È una realtà che l'Europa avrebbe potuto trarre a proprio vantaggio, se avesse attuato il suo piano Marshall, investendo nelle infrastrutture oltre che nelle tecniche agricole e di estrazione delle materie prime. E tutto ciò con uno stile europeo, nel senso migliore del termine, basato cioè sull'attenzione per la dignità della persona, per la stabilità politica, per le riforme necessarie a ridurre il debito e a gestire l'inflazione.
Per il suo sviluppo, l'Africa ha certo beneficiato, negli ultimi dieci anni, del boom delle commodities (petrolio, minerali, risorse naturali), ma un'ulteriore crescita del pil può ora giungere da settori trainanti come il commercio, i trasporti, le produzioni locali e le telecomunicazioni.
I grandi investimenti della Cina nel continente hanno avviato e accelerato questo processo economico, ma non hanno risolto i problemi. La debolezza dell'Africa risiede ancora nella mancanza di infrastrutture e industrie specifiche, in quei settori cioè dove l'Europa potrebbe eccellere. Si pensi che nei Paesi del Bric (Brasile, Russia, India e Cina) le infrastrutture, soprattutto stradali, sono cinque volte superiori a quelle africane, e ciò si riflette sull'impatto logistico e sui costi relativi. L'Africa necessita quindi di altri investimenti che andrebbero a vantaggio di chi li fa, oltre di chi li riceve.
Certo, il continente non è omogeneo. Esistono tante Afriche anche da un punto di vista economico. Ci sono quattro Paesi ricchi, sviluppati e diversificati (Egitto, Marocco, Tunisia, Sud Africa) e otto con riserve di petrolio, gas e con discrete basi infrastrutturali (Algeria, Angola, Ciad, Guinea Equatoriale, Gabon, Libia, Nigeria, Repubblica del Congo).

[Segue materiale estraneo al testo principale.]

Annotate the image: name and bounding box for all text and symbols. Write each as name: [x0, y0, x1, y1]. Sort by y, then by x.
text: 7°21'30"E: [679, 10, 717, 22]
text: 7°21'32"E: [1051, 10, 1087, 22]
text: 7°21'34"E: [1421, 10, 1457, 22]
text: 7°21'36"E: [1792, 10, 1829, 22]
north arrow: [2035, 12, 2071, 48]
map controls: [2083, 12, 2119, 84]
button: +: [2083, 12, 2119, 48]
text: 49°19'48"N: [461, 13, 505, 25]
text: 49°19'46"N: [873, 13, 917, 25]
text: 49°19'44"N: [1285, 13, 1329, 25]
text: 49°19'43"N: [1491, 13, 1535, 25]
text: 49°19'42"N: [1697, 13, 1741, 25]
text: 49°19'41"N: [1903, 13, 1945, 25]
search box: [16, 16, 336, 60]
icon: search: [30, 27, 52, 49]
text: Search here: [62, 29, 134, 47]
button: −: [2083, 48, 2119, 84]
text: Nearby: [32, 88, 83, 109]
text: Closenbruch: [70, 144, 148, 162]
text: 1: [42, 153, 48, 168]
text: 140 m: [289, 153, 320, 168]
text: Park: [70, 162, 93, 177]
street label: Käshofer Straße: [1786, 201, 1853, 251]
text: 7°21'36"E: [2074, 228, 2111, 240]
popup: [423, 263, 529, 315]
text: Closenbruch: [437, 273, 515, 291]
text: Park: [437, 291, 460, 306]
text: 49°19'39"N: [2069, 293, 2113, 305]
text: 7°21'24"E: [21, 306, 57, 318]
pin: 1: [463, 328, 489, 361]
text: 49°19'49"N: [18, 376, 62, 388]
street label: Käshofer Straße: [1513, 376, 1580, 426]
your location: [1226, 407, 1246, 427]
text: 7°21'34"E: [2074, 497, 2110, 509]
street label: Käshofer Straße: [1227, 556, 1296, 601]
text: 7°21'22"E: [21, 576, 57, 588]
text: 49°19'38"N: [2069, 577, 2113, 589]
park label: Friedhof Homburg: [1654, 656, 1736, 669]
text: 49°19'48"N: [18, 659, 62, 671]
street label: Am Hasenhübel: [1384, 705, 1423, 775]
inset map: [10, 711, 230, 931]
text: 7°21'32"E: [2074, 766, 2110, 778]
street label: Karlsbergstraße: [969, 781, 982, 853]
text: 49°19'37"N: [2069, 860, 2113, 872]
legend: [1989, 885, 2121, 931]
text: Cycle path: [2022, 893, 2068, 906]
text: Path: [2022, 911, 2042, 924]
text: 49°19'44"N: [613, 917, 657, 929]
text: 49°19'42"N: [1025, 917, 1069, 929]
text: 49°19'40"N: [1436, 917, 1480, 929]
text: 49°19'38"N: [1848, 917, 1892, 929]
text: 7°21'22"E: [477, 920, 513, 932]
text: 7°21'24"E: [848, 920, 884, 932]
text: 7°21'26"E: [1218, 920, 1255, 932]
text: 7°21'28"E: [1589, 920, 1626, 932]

C'è poi un gruppo di undici Paesi prettamente agricoli, in via di sviluppo tecnologico, che cominciano a diventare competitivi (Camerun, Ghana, Kenya, Mozambico, Senegal, Tanzania, Uganda, Zambia, Costa d'Avorio, Madagascar, Sudan). Questo gruppo deve intraprendere altri sforzi per estendere le superfici coltivabili, per migliorare le tecniche di raccolto e per passare a produzioni di valore come il biofuel e l'etanolo. Se ciò avvenisse lo sviluppo agricolo potrebbe segnare, entro il 2020, una crescita di oltre il 6 per cento annuo. Una vera rivoluzione verde, come si usa dire. Ma in Africa sono anche presenti Paesi, come la Repubblica Democratica del Congo, la Somalia, l'Etiopia, il Mali e la Sierra Leone, devastati dai conflitti e con Governi instabili. Queste Nazioni possono, per ora, solo essere stimolate dai loro vicini alla soluzione dei problemi, per poi cominciare ad accedere a un modello di sviluppo.
L'Africa rappresenta un'occasione da cogliere in fretta. Il continente è ancora carico di prospettive che, da parte europea, rendono ragionevole e attraente un aiuto vero. Un aiuto reciproco.